You can get around this scam by asking for proof of payment to subs or asking your friends and family for referrals. There are good roofing companies around. Ones that have been in business for 10+ years are generally a safe bet and have a good track record of paying their bills. 

Exaggeration of scope of work

This is a great way for a roofing contractor to get some extra cash from the work performed. 

All they have to do is exaggerate the work to fix your issue. Do you need a roof repair? Well, you need a full roof replacement. Do you need a pipe boot replaced? Well, we have to replace this whole section of shingles.

Get multiple quotes. This is hard when water leaks into your roof during rainfall, but multiple quotes will tell a full story. 

Get more than one estimate. Don’t let one contractor pressure you into hiring them for the job.”


Section taken from Blue Jay Renos

“The salesperson shows up to take some measurements and do an estimate. Once they finish their assessment, out comes an estimate template with your name and address already filled in. Before you know it, the salesperson has filled in the template, passes it over to you, and hands you a pen. The salesperson says: “We have an installation opening for next Thursday. Would that fit with your schedule, or is there another day that works better?”

You’ve got to make the decision now! It’s best to sleep on it - roofs are a big ticket item. Generally speaking, roofs last at least 25 years. Don’t make a 25-year decision because of high-pressure sales tactics. 

Legal Action

This mainly happens if you try to back out of a contract. They’re trying to lock you into doing business. A good roofing company will always try to make happy customers and not rely on your one contract to stay in business. 

If a contractor hasn’t incurred any expenses yet for that project, you can back out.
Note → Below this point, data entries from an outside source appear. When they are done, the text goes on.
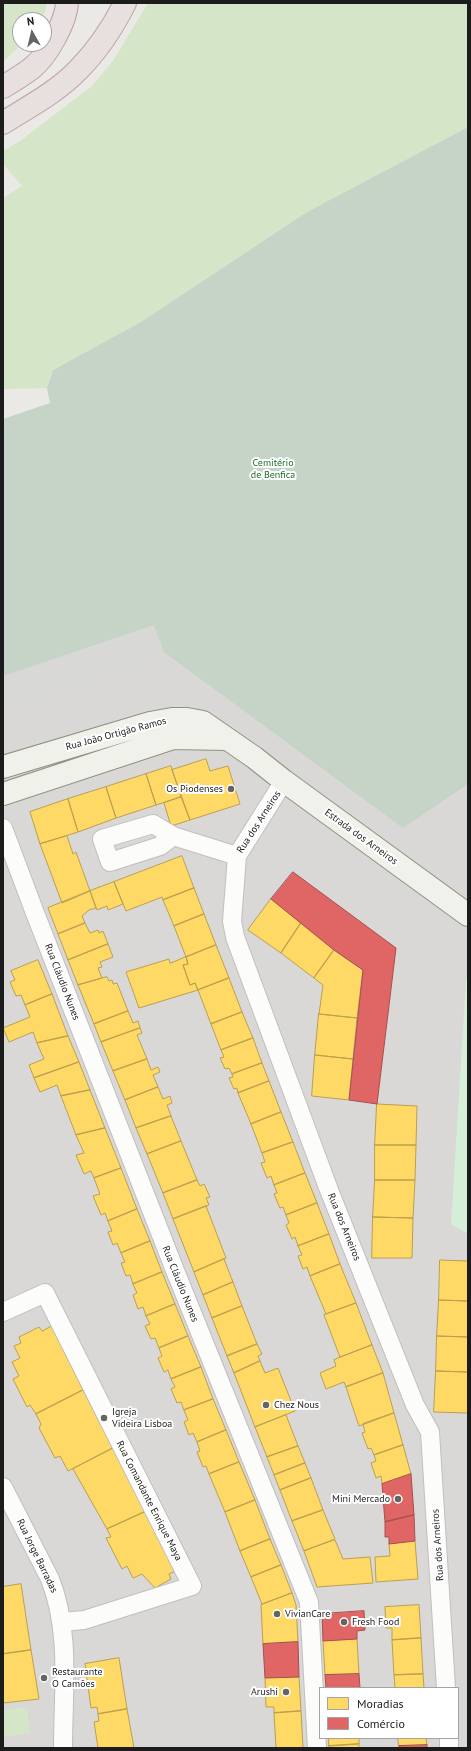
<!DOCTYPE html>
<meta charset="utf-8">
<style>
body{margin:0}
#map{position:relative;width:471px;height:1751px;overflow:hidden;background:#eae9e5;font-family:"PT Sans",sans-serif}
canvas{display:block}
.frame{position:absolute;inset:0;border:4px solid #1c1c1c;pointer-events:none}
.legend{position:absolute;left:319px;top:1687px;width:140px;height:52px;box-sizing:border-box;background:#fff;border:1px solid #a4a4a4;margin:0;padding:5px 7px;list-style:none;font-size:12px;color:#1c1c1c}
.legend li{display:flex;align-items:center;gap:8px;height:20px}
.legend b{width:20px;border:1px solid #a4a4a4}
.north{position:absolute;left:12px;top:12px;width:40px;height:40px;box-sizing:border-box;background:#fff;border:1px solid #a4a4a4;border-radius:50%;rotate:352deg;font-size:11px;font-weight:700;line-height:16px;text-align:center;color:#1c1c1c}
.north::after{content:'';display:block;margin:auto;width:14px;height:18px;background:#646462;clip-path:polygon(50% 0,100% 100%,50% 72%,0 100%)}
</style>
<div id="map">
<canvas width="471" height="1751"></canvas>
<div class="frame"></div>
<ul class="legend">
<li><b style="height:11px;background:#ffd966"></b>Moradias</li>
<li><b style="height:11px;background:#e06666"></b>Comércio</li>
</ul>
<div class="north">N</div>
</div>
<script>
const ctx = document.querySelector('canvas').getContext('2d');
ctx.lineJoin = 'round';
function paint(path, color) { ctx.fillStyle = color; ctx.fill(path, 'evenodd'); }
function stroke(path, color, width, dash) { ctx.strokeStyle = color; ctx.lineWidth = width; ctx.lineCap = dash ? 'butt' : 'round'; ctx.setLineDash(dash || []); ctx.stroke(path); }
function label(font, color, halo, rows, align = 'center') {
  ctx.font = font + ' "PT Sans",sans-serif'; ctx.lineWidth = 4; ctx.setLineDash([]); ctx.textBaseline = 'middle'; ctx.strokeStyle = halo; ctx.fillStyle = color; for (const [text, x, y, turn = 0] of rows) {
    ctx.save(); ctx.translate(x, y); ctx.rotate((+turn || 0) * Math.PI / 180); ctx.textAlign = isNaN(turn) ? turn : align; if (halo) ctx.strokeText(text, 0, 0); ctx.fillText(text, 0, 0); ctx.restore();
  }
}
const residential = new Path2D(`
 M157,581L468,724V1748H3V629ZM320,1688H458V1738H320Z`);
const religious = new Path2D(`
 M152,630L161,659L18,704L6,696L3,697V682Z`);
const grass = new Path2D(`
 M3,3H46V10L41,20H20V44H22L3,62Z
 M148,3H468V127L307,212L141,322L53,370L47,388L3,389V198L22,186L3,164V151L20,141L92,86L113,61Z
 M27,1707L30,1733L3,1737V1710Z`);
const cemetery = new Path2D(`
 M468,127V784L403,828L164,652L154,625L3,676V419L50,403L47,388L53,370L141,322L307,212Z`);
const park = new Path2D(`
 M468,977V1234L451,1224L466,979Z`);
const homes = new Path2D(`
 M206,759L210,771L228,766L240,804L190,820L172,770Z
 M171,766L181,797L156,805L146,774Z
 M146,774L156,805L116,818L106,787Z
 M106,787L116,818L78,832L68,799Z
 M181,797L190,820L171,826L164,803Z
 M68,799L78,832L40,844L30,812Z
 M67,836L73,854L76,852L90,891L62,903L40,844Z
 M182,856L194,888L163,900L162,897L126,911L114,882Z
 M114,882L123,904L108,910L107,906L97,910L90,891Z
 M194,888L204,914L174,926L163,900Z
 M90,891L96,908L89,910L82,916L85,923L58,934L48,908Z
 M271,899L301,923L281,953L248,930Z
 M204,914L216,945L186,957L174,926Z
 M85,923L90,933L98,930L99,933L103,931L108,944L68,960L58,934Z
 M301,923L334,950L314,978L281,953Z
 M108,944L113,957L100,962L102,967L98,968L102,978L78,985L68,960Z
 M216,945L229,978L198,990L195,983L190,985L183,965L188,964L186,957Z
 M334,950L363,970L357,1018L319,1014L323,985L314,978Z
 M186,957L188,964L183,965L190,985L195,983L198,990L139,1008L126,972L169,959L170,963Z
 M38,960L52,994L25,1005L21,995L16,996L10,982L15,980L11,971Z
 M107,977L109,981L112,980L113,984L117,983L128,1011L94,1024L78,985Z
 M229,978L242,1012L211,1024L198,990Z
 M52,994L68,1036L37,1043L33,1032L9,1042L3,1028L30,1017L25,1005Z
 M128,1011L133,1023L138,1021L140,1028L101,1042L94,1024Z
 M242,1012L253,1038L221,1050L211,1024Z
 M319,1014L357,1018L353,1059L315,1055Z
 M140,1028L142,1033L137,1035L147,1059L113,1071L101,1042Z
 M68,1036L79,1062L34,1078L29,1065L44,1059L37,1043Z
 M253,1038L262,1063L232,1074L229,1068L225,1069L220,1058L224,1057L221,1050Z
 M315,1055L353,1059L349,1100L312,1096Z
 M147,1059L151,1070L158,1067L160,1072L153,1075L158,1087L125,1100L113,1071Z
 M79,1062L90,1090L61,1096L57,1085L40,1092L34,1078Z
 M262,1063L269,1081L238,1093L237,1088L234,1089L229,1078L233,1077L232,1074Z
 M269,1081L281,1112L251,1124L238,1093Z
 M158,1087L163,1099L170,1096L172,1103L167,1105L171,1116L136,1128L125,1100Z
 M90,1090L105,1128L76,1135L61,1096Z
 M377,1104L417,1106L416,1145H375Z
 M281,1112L293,1142L262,1153L251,1124Z
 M171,1116L181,1141L147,1154L136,1128Z
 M105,1128L121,1168L94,1178L91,1171L84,1174L76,1155L84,1153L76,1135Z
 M181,1141L197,1180L163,1193L147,1154Z
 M293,1142L305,1173L274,1185L271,1176L267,1178L261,1163L265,1162L262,1153Z
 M375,1145H416L415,1180H375Z
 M121,1168L137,1209L108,1221L105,1213L101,1215L93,1196L100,1194L94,1178Z
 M305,1173L317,1203L286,1215L283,1207L280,1208L274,1194L277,1193L274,1185Z
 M197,1180L200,1186L204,1184L210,1197L206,1198L209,1205L173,1219L163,1193Z
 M375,1180H415L413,1218L373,1217Z
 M317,1203L329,1234L298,1246L295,1237L292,1239L286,1225L289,1223L286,1215Z
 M206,1206L226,1258L194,1272L173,1219Z
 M137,1209L150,1241L121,1253L117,1243L113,1245L108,1232L112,1231L108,1221Z
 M373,1217L413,1218L412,1258H372Z
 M329,1234L340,1264L310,1276L307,1267L303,1269L298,1256L302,1255L298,1246Z
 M150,1241L162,1272L133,1284L130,1275L126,1276L121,1263L125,1262L121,1253Z
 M224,1259L233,1282L203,1295L194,1272Z
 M440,1260L468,1261V1301L439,1300Z
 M340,1264L356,1303L326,1314L310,1276Z
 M162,1272L175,1304L146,1316L143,1307L138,1309L133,1295L137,1293L133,1284Z
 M233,1282L242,1306L212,1318L203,1295Z
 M439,1300L468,1301V1337L437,1336Z
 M356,1303L372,1345L340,1357L324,1315Z
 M175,1304L188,1336L159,1348L155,1338L151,1339L145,1326L150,1324L146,1316Z
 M242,1306L257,1344L227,1356L212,1318Z
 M52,1326L83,1390L36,1414L30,1405L27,1407L13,1379L19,1376L12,1362L20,1358L14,1346L21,1343L19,1337L39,1327L42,1331Z
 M188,1336L201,1367L171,1379L168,1370L164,1372L158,1358L162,1356L159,1348Z
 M437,1336L468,1337V1372L436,1371Z
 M257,1344L262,1354L258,1356L260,1361L234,1373L227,1356Z
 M372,1345L383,1373L346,1387L344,1382L326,1389L320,1373L336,1366L334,1360Z
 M260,1361L265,1373L278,1368L295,1411L255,1427L234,1373Z
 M201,1367L213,1399L184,1410L181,1402L177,1403L171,1389L175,1387L171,1379Z
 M436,1371L468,1372V1413L434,1412Z
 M383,1373L394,1413L359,1426L346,1387Z
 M83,1390L113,1448L68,1471L60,1456L55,1458L39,1428L41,1424L36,1414Z
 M213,1399L226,1430L197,1442L193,1433L189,1435L184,1422L188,1420L184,1410Z
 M394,1413L403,1445L374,1455L371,1448L368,1449L362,1433L365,1432L363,1424Z
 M286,1415L298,1446L267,1457L255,1427Z
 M226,1430L239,1462L209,1474L206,1466L203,1467L197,1452L200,1451L197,1442Z
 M403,1445L411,1474L382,1484L381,1476L376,1478L371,1463L376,1461L374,1455Z
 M298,1446L305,1463L274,1475L267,1457Z
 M113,1448L151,1509L107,1529L73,1469Z
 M239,1462L255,1500L225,1512L209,1474Z
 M305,1463L311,1478L280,1490L274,1475Z
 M311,1478L323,1510L292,1521L280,1490Z
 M255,1500L270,1539L240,1551L225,1512Z
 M151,1509L180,1569L169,1574L171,1579L155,1588L142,1574L133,1578L127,1566L122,1569L106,1538L111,1537L107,1529Z
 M323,1510L335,1539L304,1551L292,1521Z
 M270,1539L281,1565L251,1577L240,1551Z
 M335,1540L343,1559L370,1557L373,1583L317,1587L304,1551Z
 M415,1541L418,1579L376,1582L375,1557L390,1556L389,1544Z
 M281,1565L292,1593L262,1604L251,1577Z
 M21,1584L31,1650L3,1654V1587Z
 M292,1593L296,1605L298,1642L263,1644L261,1605Z
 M419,1605L421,1638L392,1640V1628H386L385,1607Z
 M421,1638L423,1674L394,1675L392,1640Z
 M357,1639L359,1674L325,1675L323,1641Z
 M31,1650L39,1699L3,1703V1654Z
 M119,1658L127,1709L98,1714L97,1707L91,1708L85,1664Z
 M423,1674L424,1688H395L394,1675Z
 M299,1677L301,1711L274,1713V1707H266L265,1678Z
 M127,1709L134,1748H98L94,1722L99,1721L98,1714Z
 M301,1711L303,1748H276L274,1713Z
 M329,1738H359V1744L329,1746Z
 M398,1738H426L427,1745L399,1746Z
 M359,1744V1748H329V1746Z`);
const shops = new Path2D(`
 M293,872L396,948L377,1104L349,1100L363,970L334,950L271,899Z
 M411,1474L414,1515L385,1522L382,1484Z
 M414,1515L415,1541L389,1544V1537H385V1522Z
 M364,1611L365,1630L357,1631V1639L323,1641L322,1614Z
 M298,1642L299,1677L265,1678L263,1644Z
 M359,1674L360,1688H326L325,1675Z
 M427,1745V1748H399V1746Z`);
const street = new Path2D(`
 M284,781L237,856L232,921L235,937L329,1190L415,1405L430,1432L446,1688
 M3,828L35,913L176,1273L309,1602L317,1748
 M173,836L160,846L110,862L102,839L153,824L173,836L237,856
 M3,1312L45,1293L192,1586L84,1620L62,1622
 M3,1487L50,1579C71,1632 63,1692 63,1748
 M449,1738V1748`);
const secondary = new Path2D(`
 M3,767L150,723L172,719H187L203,722L255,758L284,781L468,915
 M3,794L173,738L227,739`);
const highway = new Path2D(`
 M3,87C13,81 23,75 32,68C47,56 66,22 67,3
 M3,123C28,107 57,92 78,70C97,51 113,27 125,3`);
const markers = [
 [231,789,4,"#646462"],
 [266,1405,4,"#646462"],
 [104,1418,4,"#646462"],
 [398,1499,4,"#646462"],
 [277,1614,4,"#646462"],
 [344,1622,4,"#646462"],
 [44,1678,4,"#646462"],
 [286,1692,4,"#646462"]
];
const parkNames = [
 ["Cemitério",273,463],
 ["de Benfica",273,475]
];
const streetNames = [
 ["Rua João Ortigão Ramos",116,734,-15],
 ["Rua dos Arneiros",259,822,-57],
 ["Estrada dos Arneiros",361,837,36],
 ["Rua Cláudio Nunes",62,982,69],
 ["Rua dos Arneiros",344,1227,68],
 ["Rua Cláudio Nunes",180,1284,68],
 ["Rua Comandante Enrique Maya",149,1501,63],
 ["Rua dos Arneiros",438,1545,-94],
 ["Rua Jorge Barradas",37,1556,64]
];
const poiNames = [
 ["Os Piodenses",223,789,"right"],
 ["Chez Nous",274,1405],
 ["Igreja",112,1412],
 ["Videira Lisboa",112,1424],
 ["Mini Mercado",390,1499,"right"],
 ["VivianCare",285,1614],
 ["Fresh Food",352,1622],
 ["Restaurante",52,1672],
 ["O Camões",52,1684],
 ["Arushi",278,1692,"right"]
];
paint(residential, '#d9d8d6');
paint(religious, '#d8d8d6');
paint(grass, '#d5e5c7');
paint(cemetery, '#c5d4c7');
paint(park, '#d5eed7');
paint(homes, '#ffd966');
stroke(homes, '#bba050', 1);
paint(shops, '#e06666');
stroke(shops, '#a55050', 1);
stroke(street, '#c0bfbd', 20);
stroke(secondary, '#8f9280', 24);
stroke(highway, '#bba1a5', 24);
stroke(street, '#fcfcfb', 18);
stroke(secondary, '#f0f1ea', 22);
stroke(highway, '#e8dfdf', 22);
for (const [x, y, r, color] of markers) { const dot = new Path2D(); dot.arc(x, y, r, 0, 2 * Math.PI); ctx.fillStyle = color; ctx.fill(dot); stroke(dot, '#fff', 1.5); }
label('10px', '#186c27', '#fff', parkNames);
label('10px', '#1c1c1c', '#fff', streetNames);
label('10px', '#1c1c1c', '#fff', poiNames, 'left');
</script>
They’re just trying to strong-arm you into giving them your money.

Bad work

Most homeowners won’t get on the roof to check the quality, much less know what good vs bad workmanship is. 

For Cenvar Roofing, we use Owens Corning shingles primarily, which has a roofing manual that gives step-by-step instructions on how their materials are supposed to be installed. 

If you’re paying for such a high-ticket item, you should research what components are used and how they should be installed. 

Paying your deductible

Roofers paying all or some of your deductible is illegal. Short and simple, you’d be committing insurance fraud. 

Some ways they try to get around this:

  • Place a sign in your yard and $500 (or whatever cost your deductible is)
  • Names of your neighbors ($250 for each name)
  • Rebate after the job is done
  • Write you a check
  • I’ll do it for whatever your insurance says they’ll cover

Look at this great article for more information on roofers eating your deductible.

Taking deposits

It’s common for contractors to require deposits before work is started. Generally, at contract signing.

One warning signal is if the roofing company has out-of-state license plates.

Angi has a good article on what to do if this unfortunate situation happens to you.

At Cenvar, we don’t require payments until the work is finished and you’re satisfied. Again, look for referrals from friends and family to ensure that you’re working with a reputable roofing company.